A federal judge in California has rejected the Trump administration's request to allow the long-term detention of illegal immigrant children. The Justice Department has sought changes to a long-standing settlement that would permit the government to keep underage migrants in detention alongside their parents. This would have enabled a key part of Mr. Trump's executive order to end the separation of immigrant families. But judge Dolly Gee said the administration's request was a cynical attempt to shift immigration policy making to the courts.

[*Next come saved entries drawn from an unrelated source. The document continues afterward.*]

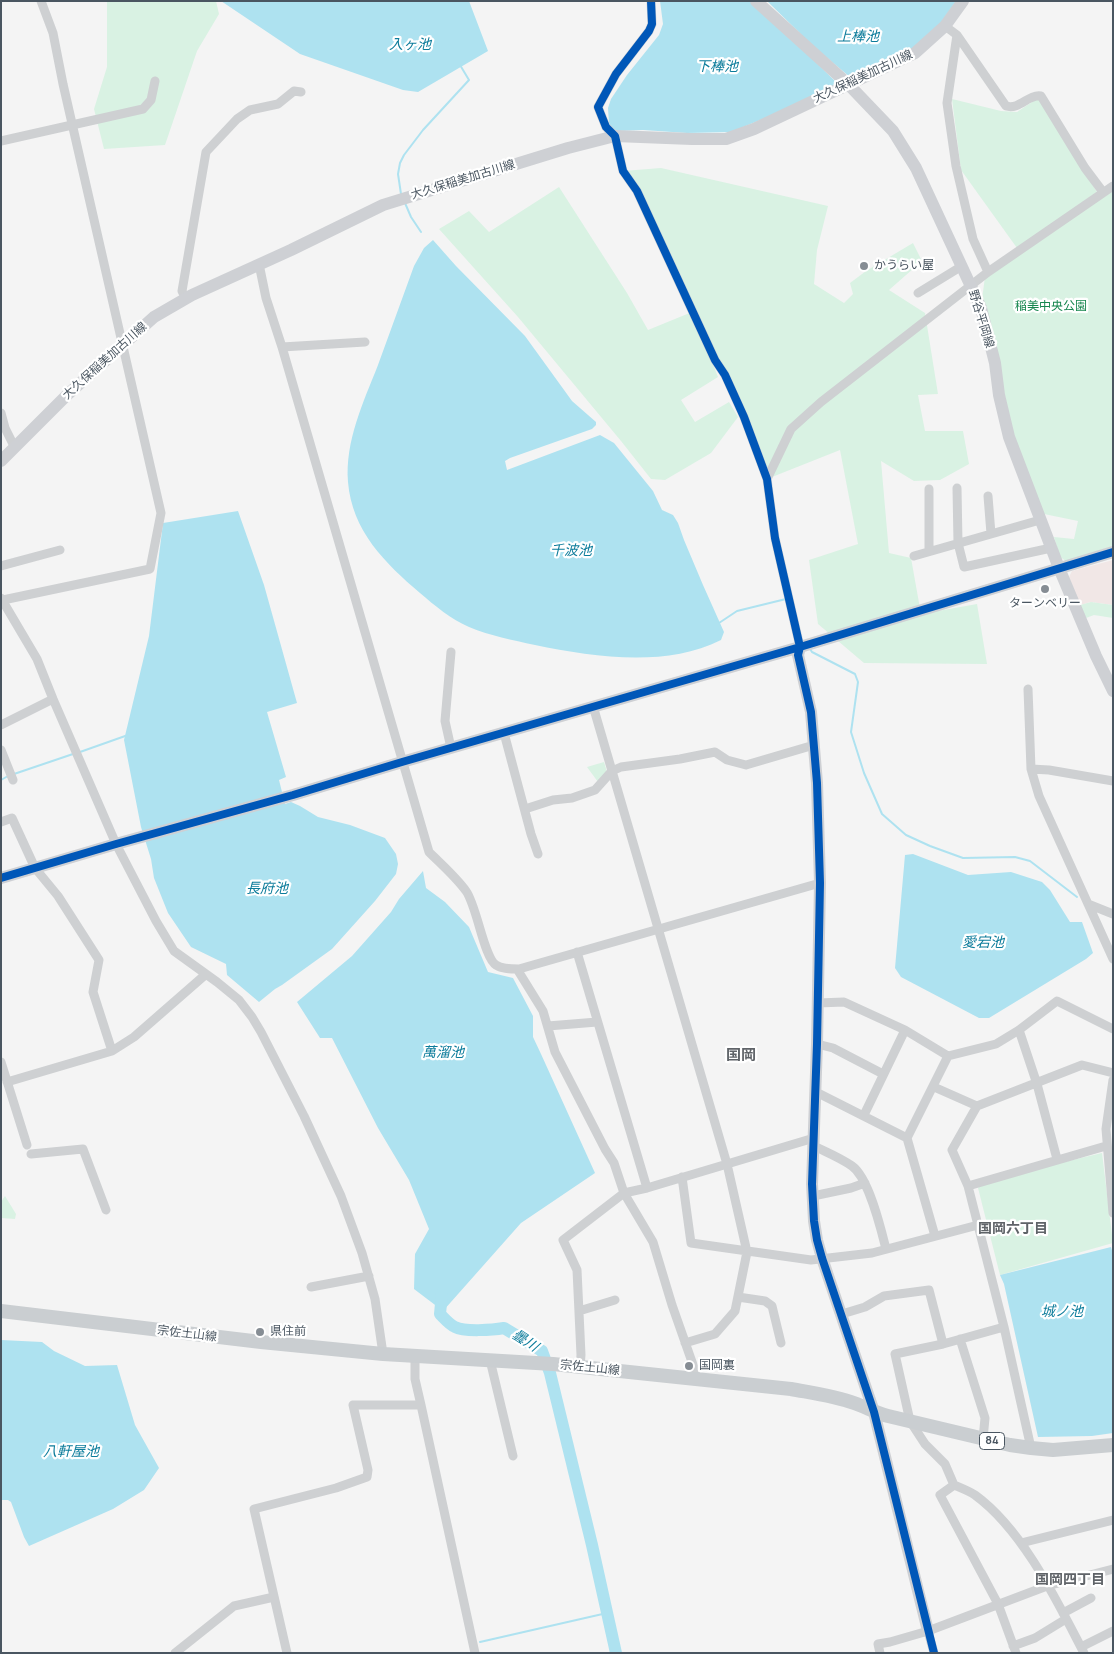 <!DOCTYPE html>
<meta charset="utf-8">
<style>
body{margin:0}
#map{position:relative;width:1114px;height:1654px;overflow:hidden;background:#f4f4f4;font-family:Manrope,sans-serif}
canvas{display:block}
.frame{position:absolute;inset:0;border:2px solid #4a5661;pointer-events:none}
</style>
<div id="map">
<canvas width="1114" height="1654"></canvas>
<div class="frame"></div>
</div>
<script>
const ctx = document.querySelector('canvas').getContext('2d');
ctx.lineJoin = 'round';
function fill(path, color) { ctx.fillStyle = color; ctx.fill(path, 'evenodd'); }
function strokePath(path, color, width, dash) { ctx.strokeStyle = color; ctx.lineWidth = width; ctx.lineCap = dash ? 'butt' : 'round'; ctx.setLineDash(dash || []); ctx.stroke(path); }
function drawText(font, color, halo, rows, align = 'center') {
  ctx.font = font + ' Manrope,"Noto Sans JP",sans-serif'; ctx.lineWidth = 4.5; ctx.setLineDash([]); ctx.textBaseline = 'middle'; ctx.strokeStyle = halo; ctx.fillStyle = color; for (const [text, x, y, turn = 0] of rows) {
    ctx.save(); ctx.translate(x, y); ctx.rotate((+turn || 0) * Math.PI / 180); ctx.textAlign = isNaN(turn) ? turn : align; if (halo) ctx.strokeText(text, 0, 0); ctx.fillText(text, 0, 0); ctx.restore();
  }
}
fill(new Path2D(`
 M 1113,560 L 1113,605 L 1091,602 L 1080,605 L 1069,577 L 1072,571 Z`), '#f1e7e6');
fill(new Path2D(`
 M 107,1 L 216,1 L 219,14 L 197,51 L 165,145 L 104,149 L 94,109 L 107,67 Z
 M 1038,98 L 1097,192 L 1017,248 L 961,170 L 952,99 L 1001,111 L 1017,112 Z
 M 661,168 L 828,206 L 817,250 L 814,284 L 844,303 L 853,294 L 850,283 L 866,271 L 913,243 L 922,261 L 889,290 L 925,313 L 938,394 L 918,395 L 925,431 L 963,431 L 969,464 L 940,480 L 914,481 L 881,461 L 889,553 L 911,558 L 921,614 L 977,604 L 987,664 L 864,663 L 818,624 L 809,560 L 858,544 L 840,450 L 767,479 L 738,405 L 694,316 L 718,377 L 681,400 L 695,422 L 729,402 L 738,417 L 711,453 L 665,480 L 651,479 L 621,441 L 518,317 L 439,229 L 469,211 L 489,232 L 559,187 L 627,293 L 648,330 L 692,312 L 623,171 Z
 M 1113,191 L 1113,546 L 1066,561 L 1060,557 L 1054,537 L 1074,539 L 1078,521 L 1044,514 L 1016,443 L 982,299 L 985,277 Z
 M 1091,602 L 1113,605 L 1113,618 L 1094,615 L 1086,618 L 1080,605 Z
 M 604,762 L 607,772 L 598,782 L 587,767 Z
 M 1102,1153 L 1113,1243 L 1000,1275 L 978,1188 L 983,1181 Z
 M 5,1196 L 16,1214 L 15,1219 L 1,1218 L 1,1202 Z`), '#d9f2e3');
fill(new Path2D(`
 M 221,1 L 469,1 L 488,51 L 418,92 L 403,90 L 300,54 Z
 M 660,1 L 753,1 L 835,81 L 833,87 L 792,107 L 731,132 L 687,133 L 643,130 L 617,131 L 612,128 L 609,123 L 608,108 L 611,99 L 627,75 L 659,35 L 663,24 Z
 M 767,1 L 956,1 L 935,31 L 908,54 L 851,78 L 812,45 Z
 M 433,240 L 456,266 L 525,336 L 572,401 L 596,422 L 596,425 L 592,429 L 510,458 L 505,461 L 507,470 L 600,435 L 614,443 L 653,491 L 662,510 L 673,515 L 678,523 L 684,540 L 703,585 L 724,632 L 721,640 C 665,668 594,657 535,645 C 512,640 491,636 469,627 C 451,619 435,606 420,593 C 385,563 352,531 348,482 C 345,441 363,403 378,365 C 390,332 402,299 414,266 L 424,248 Z
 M 238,511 L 264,585 L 297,703 L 267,712 L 286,777 L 279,780 L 285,804 L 291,802 L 300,806 L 318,817 L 350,825 L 385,838 L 396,854 L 398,864 L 396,874 L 375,901 L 332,949 L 282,985 L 275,989 L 259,1002 L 227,975 L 226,964 L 191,947 L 168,913 L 154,878 L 151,859 L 141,827 L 124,740 L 149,636 L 163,523 Z
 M 913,854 L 968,875 L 1011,872 L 1042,882 L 1050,890 L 1070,922 L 1082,922 L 1093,953 L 1086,959 L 989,1018 L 979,1018 L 901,977 L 895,968 L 905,855 Z
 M 423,871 L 426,888 L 445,902 L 469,927 L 488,972 L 513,978 L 533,1016 L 533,1037 L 541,1054 L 595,1173 L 521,1223 L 443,1311 L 414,1289 L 415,1254 L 429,1229 L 409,1180 L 378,1128 L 332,1038 L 320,1038 L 297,1002 L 352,956 L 391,912 L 399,899 Z
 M 1111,1247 L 1113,1254 L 1113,1433 L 1092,1436 L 1038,1437 L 1004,1284 L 1000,1275 Z
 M 1,1340 L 42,1342 L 54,1351 L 85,1366 L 117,1365 L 135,1425 L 159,1468 L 144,1490 L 113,1509 L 29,1546 L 24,1537 L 11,1502 L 8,1500 L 1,1500 Z`), '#aee2f0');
strokePath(new Path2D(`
 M 401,194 L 398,174 L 400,163 L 404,155 L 423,130 L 469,80 L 460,65
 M 405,203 L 411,217 L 421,232
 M 719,623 L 737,611 L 786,599
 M 810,649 L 812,652 L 855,674 L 858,682 L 851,732 L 864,773 L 882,814 L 906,835 L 930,846 L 963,858 L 1015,857 L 1030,861 L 1077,897
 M 80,752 L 128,735
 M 14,774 L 73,754
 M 1,780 L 8,776
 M 480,1642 L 607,1613`), '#aee2f0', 2);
strokePath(new Path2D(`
 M 442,1293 L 440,1314 C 445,1319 449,1324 455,1327 C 464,1332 493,1330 504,1328 L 542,1351 L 550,1373 L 592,1545 L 616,1653`), '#aee2f0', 12);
strokePath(new Path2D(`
 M 651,1 L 652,24 L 649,31 L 616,74 L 598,107 L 606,127 L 615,136 L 623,171 L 637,191 L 715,360 L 725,375 L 744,417 L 767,479 L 775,538 L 800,647
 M 945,26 L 957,35 L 947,103 L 956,166 L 973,239 L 988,272
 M 957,35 L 1006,106 C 1020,110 1028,94 1041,96 L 1085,168 L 1103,192
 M 1,141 L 143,109 L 151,100 L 155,81
 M 259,264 L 266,298 L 282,347 L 429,852 C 441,864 456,877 466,891 C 477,906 484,958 496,965 C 502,969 511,969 519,969 L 820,883
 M 918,293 L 962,266
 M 186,299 L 182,291 L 206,152 L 237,119 L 250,110 L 278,104 L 294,91 L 301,92
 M 282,347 L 365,342
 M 1,413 L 5,428 L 14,446
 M 767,479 L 791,429 L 821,402 L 988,272 L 1113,186
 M 957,488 L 958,543 L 964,567 L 1051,548
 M 929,489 L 929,551
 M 988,496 L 991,534
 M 914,556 L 1040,520
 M 1,566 L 60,550
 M 1,598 L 37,659 L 53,699 L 116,844 L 156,921 L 174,951 L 217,982 L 239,1000 L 252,1017 L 261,1032 L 304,1116 L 341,1196 L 362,1253 L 375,1299 L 383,1354
 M 3,600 L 150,569 L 161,513 L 63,84 L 53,33 L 41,1
 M 1028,689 L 1031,769
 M 593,706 L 727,1164 L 747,1252 L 735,1311 L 715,1334 L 685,1343
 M 1,725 L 53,699
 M 504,733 L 531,834 L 538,854
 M 451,748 L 445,721 L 451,652
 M 1,750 L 13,780
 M 1113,781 L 1049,770 L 1031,769 L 1039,796 L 1113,959
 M 525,809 L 553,800 L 572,798 L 595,790 L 612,771 L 621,767 L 680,759 L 715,752 L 727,760 L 746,765 L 814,745
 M 1,822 L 12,818 L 35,868 L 58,896 L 99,960 L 93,992 L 112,1051
 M 1088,904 L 1113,914
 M 577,952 L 647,1188
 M 517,969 L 543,1011 L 555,1052 L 605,1149 L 614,1163 L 624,1193 L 653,1242 L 672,1305 L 698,1379
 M 818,1003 L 844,1002 L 905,1030 L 948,1056 L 996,1044 L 1019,1030 L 1057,1001 L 1113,1029
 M 548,1026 L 597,1022
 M 1019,1030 L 1037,1084 L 1057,1159
 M 817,1044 L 833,1048 L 883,1074
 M 1,1062 L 27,1145
 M 1113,1080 L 1106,1129 L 1113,1213
 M 7,1082 L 112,1051 L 134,1037 L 205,975
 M 934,1087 L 977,1106
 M 816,1092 L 907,1138
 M 864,1115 L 905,1030
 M 814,1146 C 826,1152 841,1158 852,1166 C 869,1178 881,1229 886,1249
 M 31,1154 L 83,1149 L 106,1210
 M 682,1177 L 691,1243 L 811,1260 L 872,1253 L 978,1225
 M 968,1186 L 952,1150 L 977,1106 L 1082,1065 L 1113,1073
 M 813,1196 L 851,1188 L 865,1183
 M 935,1236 L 907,1138 L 948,1056
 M 311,1287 L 369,1276
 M 738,1297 L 765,1301 L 772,1306 L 781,1343
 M 579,1311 L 615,1300
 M 842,1314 L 865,1307 L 884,1296 L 929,1290 L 943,1344
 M 1004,1327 L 943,1344 L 895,1354 L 910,1421 L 925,1444 L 945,1464 L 954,1485 C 961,1488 969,1491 975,1495 C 1023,1530 1057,1601 1084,1653
 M 960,1339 L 985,1418 L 983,1439
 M 415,1356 L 415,1379 L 421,1405 L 475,1653
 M 490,1360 L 513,1456
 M 580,1367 L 581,1355 L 577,1270 L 563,1240 L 624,1193 L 647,1188 L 814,1138
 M 1031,1448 L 1004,1327 L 968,1186 L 1106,1146
 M 954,1485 L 940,1495 L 998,1604 L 1016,1653
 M 1021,1543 L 1113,1520
 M 1063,1613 L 1091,1598
 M 928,1631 L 934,1653
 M 1013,1646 L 1035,1638 L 1066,1619
 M 1081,1647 L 1113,1631
 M 175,1653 L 234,1606 L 274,1597
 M 287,1653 L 254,1509 L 336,1488 L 367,1477 L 368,1470 L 353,1405 L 421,1405
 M 880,1653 L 878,1644 L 890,1642 L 928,1631 L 1047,1586 L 1113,1569`), '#ced0d2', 9);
strokePath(new Path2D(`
 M 756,1 L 849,85 L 893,131 L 916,168 L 981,308 L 995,363 L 999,395 L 1009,437 L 1059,568 L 1096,656 L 1113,691
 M 1,461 L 67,395 L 154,317 L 192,295 L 291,250 L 383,205 L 568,148 L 615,136 L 692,139 L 726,139 L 754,129 L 915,53 L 945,26 L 963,1
 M 800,647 L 798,655 L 811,712 L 817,783 L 820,883 L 817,1044 L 812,1184 L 814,1221 L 817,1240 L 822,1258 L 874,1412 L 928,1631
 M 1,878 L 116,844 L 293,795 L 402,762 L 800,647 L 1113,552`), '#ced0d4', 12);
strokePath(new Path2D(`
 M 1,1311 L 261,1342 L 383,1354 L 553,1364 L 791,1389 C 812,1393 834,1396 854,1403 C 866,1407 876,1413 888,1416 L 1010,1445 L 1031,1448 L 1053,1450 L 1113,1445`), '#caced1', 14);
strokePath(new Path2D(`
 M 651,1 L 652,24 L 649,31 L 616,74 L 598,107 L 606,127 L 615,136 L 623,171 L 637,191 L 715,360 L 725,375 L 744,417 L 767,479 L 775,538 L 800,647 L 798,655 L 811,712 L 817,783 L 820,883 L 817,1044 L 812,1184 L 814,1221 L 817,1240 L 822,1258 L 874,1412 L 934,1653
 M 1,878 L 116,844 L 293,795 L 402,762 L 800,647 L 1113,552`), '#0057b8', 8);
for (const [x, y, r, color] of [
 [864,266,5,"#868d94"],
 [1045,589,5,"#868d94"],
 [260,1332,5,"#868d94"],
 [689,1366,5,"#868d94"]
]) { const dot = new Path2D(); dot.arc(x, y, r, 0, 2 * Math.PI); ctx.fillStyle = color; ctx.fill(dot); strokePath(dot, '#fff', 2); }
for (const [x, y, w] of [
 [992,1441,25]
]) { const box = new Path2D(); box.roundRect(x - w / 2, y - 8.5, w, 17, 4); ctx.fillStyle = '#fff'; ctx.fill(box); strokePath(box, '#4a5661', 1); }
drawText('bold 11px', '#4a5661', null, [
 ["84",992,1441]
]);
drawText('12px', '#4a5661', '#fff', [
 ["大久保稲美加古川線",863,77,-25],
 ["大久保稲美加古川線",463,180,-17],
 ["野谷平岡線",981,319,73],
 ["大久保稲美加古川線",105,361,-42],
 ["宗佐土山線",187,1334,7],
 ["宗佐土山線",590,1368,6]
]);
drawText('12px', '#4a5661', '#fff', [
 ["かうらい屋",874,266],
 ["ターンベリー",1045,604,"center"],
 ["県住前",270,1332],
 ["国岡裏",699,1366]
], 'left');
drawText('12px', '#17864f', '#fff', [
 ["稲美中央公園",1051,307]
]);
drawText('italic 14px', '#0c7c9b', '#fff', [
 ["上棒池",858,37],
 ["入ヶ池",410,45],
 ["下棒池",717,67],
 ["千波池",571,551],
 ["長府池",267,889],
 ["愛宕池",983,943],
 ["萬溜池",443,1053],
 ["城ノ池",1062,1312],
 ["曇川",525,1341,33],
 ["八軒屋池",71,1452]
]);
drawText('bold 14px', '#5f6368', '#fff', [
 ["国岡六丁目",1013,1229],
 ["国岡四丁目",1070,1580]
]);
drawText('bold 15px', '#5f6368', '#fff', [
 ["国岡",741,1056]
]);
</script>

Leading members of the Conservative Party in Britain say Prime Minister Theresa May appears to have weathered an immediate challenge to her leadership. During a turbulent 24 hours, she lost two of her senior ministers over her Brexit strategy. The Foreign Minister Boris Johnson followed the chief Brexit negotiator out of the cabinet. Here's Alex Forsyth. In his resignation letter, Mr. Johnson said the Prime Minister was leading the UK into a semi-Brexit with the status of a colony. Nonetheless, Downing Street insisted there was no chance of revisiting the approach agreed by the cabinet at Chequers last week, claiming it delivered on the referendum result while protecting British jobs. With rumours of a leadership challenge swirling, Mrs. May addressed her party and was met with resounding cheers. Later, a group of Brexit-backing conservatives met in private. It's understood their focus was on changing the party's policy, not its leader for now. World news from the BBC.